I finally saw Ratatouille the other night (having older children means not seeing it in the theaters, and having doting in-laws means the kids will first see it on a night when I am out).
I liked the movie, but not nearly as much as Finding Nemo or The Incredibles. I thought the plot was a little hard to relate to, and I didn’t like the ending. It seemed mean (after a great conversion to light, Anton Ego’s career is demolished and mentioned almost as an afterthought) and inexplicable (Gusteau’s closes because of rats, then they open a new restaurant full of rats anyway).

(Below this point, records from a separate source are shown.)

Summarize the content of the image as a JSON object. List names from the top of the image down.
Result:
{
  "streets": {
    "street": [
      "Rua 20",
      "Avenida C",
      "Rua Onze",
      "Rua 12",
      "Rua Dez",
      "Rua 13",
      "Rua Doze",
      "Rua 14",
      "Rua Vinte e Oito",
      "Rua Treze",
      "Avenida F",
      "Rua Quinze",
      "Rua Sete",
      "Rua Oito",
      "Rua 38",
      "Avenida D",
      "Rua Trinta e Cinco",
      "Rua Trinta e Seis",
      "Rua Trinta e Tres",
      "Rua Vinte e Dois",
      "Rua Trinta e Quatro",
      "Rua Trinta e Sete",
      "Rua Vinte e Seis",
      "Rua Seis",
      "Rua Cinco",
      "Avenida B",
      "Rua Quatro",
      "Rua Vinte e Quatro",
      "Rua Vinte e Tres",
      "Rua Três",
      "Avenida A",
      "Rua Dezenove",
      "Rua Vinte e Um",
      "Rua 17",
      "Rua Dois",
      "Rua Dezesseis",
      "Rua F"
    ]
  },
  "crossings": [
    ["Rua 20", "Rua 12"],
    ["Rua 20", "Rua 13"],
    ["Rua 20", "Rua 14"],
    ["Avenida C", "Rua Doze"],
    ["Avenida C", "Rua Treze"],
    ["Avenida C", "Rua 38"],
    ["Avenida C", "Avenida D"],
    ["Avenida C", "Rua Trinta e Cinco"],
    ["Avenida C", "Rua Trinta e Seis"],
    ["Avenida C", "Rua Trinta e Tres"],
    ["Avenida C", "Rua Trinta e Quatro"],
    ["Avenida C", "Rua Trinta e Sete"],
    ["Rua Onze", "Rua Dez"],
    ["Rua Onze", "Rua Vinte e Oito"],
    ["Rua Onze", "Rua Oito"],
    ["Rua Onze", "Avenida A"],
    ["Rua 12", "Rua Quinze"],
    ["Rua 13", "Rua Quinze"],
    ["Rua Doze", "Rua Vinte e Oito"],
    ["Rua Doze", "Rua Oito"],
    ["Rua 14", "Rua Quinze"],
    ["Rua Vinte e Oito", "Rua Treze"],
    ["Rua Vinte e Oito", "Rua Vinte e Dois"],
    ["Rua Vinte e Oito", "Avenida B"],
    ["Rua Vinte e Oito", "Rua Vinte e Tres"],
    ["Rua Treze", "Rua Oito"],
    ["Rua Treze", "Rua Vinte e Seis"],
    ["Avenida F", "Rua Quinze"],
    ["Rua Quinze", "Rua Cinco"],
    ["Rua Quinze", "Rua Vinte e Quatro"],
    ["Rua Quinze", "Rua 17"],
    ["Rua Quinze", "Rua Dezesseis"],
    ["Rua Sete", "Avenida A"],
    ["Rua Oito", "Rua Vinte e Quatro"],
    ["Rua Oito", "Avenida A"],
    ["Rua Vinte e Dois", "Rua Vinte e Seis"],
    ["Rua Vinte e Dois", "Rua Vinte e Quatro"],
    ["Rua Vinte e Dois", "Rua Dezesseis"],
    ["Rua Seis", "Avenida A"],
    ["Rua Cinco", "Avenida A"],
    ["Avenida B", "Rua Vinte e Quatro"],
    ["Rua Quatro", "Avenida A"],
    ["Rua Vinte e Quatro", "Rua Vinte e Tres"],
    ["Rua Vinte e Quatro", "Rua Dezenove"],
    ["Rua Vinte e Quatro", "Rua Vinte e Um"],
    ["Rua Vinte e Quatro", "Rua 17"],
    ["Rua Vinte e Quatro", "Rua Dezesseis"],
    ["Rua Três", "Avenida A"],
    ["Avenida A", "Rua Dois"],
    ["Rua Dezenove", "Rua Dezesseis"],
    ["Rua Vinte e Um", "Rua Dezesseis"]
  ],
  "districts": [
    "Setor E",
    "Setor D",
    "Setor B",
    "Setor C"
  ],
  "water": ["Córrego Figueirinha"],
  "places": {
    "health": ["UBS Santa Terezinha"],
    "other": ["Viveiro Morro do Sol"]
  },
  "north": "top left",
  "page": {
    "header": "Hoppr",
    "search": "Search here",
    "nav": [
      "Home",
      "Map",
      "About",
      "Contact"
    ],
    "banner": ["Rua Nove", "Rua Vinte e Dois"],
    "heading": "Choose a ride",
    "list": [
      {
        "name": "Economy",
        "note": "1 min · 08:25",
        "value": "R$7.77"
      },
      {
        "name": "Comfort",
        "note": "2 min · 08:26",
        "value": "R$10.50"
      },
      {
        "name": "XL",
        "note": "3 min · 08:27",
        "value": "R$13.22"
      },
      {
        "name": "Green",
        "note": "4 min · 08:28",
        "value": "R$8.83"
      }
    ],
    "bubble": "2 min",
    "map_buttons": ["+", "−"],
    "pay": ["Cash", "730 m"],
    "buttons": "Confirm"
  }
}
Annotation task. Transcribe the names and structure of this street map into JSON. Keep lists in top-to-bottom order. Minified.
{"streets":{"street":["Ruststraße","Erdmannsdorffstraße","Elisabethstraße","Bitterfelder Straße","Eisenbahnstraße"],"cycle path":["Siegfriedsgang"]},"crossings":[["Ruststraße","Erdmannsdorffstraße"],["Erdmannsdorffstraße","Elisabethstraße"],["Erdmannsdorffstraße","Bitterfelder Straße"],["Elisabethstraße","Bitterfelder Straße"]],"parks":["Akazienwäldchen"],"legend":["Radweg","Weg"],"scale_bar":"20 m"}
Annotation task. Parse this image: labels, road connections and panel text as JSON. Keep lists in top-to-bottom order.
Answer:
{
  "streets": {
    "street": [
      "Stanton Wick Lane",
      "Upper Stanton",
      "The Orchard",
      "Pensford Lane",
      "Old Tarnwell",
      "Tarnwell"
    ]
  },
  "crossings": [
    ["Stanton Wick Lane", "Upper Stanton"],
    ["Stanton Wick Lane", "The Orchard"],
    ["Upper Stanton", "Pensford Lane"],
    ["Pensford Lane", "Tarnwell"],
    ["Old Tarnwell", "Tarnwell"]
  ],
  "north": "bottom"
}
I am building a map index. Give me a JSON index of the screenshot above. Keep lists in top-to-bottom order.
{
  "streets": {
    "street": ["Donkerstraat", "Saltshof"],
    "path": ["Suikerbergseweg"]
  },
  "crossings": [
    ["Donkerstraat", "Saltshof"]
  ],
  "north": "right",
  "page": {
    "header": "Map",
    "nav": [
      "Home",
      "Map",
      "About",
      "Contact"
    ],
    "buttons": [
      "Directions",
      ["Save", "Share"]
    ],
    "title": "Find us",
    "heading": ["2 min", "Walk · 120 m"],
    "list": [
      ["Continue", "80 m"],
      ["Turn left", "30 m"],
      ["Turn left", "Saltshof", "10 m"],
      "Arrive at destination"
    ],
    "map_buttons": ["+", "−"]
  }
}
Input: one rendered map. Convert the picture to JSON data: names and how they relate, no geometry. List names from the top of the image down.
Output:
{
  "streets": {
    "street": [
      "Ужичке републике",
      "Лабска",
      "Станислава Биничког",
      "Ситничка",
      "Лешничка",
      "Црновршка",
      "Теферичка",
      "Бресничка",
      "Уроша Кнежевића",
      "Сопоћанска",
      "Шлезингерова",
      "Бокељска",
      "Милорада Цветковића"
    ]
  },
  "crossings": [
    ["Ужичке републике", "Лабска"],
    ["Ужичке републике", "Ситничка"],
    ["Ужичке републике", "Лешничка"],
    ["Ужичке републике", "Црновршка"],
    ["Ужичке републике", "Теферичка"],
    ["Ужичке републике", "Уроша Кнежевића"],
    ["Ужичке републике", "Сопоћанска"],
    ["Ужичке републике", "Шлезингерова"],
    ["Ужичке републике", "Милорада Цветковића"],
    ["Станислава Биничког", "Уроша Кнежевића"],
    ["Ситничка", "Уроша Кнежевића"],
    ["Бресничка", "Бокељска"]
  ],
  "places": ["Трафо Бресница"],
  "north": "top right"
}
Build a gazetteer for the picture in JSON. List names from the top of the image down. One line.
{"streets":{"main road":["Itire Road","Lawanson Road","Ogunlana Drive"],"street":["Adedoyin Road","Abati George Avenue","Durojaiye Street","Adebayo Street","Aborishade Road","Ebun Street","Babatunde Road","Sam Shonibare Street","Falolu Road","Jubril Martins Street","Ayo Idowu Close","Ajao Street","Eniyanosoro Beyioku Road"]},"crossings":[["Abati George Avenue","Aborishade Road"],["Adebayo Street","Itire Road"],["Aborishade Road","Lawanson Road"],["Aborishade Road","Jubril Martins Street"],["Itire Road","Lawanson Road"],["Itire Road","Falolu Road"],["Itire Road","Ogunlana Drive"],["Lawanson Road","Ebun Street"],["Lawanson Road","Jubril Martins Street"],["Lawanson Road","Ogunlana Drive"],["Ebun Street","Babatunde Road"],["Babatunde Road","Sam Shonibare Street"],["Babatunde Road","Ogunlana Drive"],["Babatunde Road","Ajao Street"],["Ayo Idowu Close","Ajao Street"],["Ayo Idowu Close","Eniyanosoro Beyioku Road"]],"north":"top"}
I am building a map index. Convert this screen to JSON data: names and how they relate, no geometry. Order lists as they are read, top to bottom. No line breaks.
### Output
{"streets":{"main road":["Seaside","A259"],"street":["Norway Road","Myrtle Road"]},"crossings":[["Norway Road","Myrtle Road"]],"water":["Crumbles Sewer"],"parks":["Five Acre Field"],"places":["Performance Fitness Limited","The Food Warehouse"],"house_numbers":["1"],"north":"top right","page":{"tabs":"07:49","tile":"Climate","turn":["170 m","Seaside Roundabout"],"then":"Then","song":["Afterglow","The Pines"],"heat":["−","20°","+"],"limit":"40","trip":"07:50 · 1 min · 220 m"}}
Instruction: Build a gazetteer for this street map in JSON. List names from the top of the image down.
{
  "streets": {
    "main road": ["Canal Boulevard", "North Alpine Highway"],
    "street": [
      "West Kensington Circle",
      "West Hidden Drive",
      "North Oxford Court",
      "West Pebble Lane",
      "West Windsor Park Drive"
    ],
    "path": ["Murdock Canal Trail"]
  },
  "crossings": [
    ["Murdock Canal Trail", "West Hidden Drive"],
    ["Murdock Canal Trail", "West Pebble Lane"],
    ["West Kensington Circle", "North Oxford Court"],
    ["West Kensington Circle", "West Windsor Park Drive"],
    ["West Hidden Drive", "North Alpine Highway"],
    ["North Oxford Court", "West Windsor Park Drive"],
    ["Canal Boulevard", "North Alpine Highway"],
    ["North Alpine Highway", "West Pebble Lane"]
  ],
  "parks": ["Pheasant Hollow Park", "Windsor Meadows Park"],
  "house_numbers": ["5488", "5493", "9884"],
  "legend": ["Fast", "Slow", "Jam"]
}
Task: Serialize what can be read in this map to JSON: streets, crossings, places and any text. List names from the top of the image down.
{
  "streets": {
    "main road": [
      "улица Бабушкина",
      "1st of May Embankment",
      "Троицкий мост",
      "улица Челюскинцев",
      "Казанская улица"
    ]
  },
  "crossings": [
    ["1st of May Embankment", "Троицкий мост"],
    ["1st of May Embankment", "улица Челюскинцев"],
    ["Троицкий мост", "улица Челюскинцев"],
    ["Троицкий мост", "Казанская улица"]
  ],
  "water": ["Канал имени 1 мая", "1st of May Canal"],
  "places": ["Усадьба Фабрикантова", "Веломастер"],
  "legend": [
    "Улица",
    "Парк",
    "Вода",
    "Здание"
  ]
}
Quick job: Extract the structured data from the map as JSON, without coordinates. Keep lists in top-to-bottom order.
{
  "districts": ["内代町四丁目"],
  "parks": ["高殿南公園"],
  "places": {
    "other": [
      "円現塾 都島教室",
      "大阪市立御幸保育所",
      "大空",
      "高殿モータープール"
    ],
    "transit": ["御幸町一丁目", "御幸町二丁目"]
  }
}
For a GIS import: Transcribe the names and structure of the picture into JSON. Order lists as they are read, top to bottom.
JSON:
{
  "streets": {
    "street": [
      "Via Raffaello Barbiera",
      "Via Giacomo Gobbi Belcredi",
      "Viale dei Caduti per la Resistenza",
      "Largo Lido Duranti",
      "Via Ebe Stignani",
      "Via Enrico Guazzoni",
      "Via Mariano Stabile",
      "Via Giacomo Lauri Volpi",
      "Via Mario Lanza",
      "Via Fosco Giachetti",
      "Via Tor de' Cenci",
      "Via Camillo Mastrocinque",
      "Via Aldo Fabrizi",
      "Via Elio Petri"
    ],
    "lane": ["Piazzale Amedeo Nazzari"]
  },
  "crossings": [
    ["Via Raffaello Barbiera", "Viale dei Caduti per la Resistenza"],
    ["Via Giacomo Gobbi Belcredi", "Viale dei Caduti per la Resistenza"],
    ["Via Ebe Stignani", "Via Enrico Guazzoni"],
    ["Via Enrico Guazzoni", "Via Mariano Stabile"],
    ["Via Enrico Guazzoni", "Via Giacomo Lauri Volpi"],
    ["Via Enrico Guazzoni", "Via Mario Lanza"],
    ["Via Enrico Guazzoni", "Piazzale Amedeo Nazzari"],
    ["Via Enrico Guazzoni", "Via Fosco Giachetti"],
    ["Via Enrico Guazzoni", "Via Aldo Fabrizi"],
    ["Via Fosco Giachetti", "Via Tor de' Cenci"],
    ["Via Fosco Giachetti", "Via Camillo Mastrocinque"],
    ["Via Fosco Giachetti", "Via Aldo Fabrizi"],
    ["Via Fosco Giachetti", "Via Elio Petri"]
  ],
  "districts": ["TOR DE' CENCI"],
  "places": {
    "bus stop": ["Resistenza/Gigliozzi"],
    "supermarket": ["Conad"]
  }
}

As always, the look of the movie is remarkable. Most Pixar movies have a signature challenge: Monster’s Inc had fur, Finding Nemo had water, The Incredibles had clothing and hair. Ratatouille has food. In each case, the goal is to model a familiar component of the real world well enough that it can add to the story telling rather than detract from it. Meeting those challenges is a huge technical achievement, and going behind the scenes to see the effort is eye-opening.
Pixar maintains an online library of technical papers explaining some of their technology. Some are single pages, others are 100-page course notes. Browsing through them, you get a sense of the obsessive details that have to be dealt with. As an unexpected example, the kitchen scenes in Ratatouille are filled with cooks chopping food. One approach would be to assign some junior animators to animate the process of slices peeling off a zucchini. Another is to procedurally model a cutting object which can deform and remodel another object. Pixar chose this last approach both for its greater fidelity, and also to free the animator to focus on the storytelling.
The papers in the library offer glimpses of the amount of work required to make a movie like this. Traditional animation required legions of artists to draw everything. CGI animation also requires enormous effort, but finely sliced into different disciplines: animators to imbue objects with life, modelers to create those objects in ways that simplify the animators’ jobs, and technical staff to create the universe in which the movie takes place.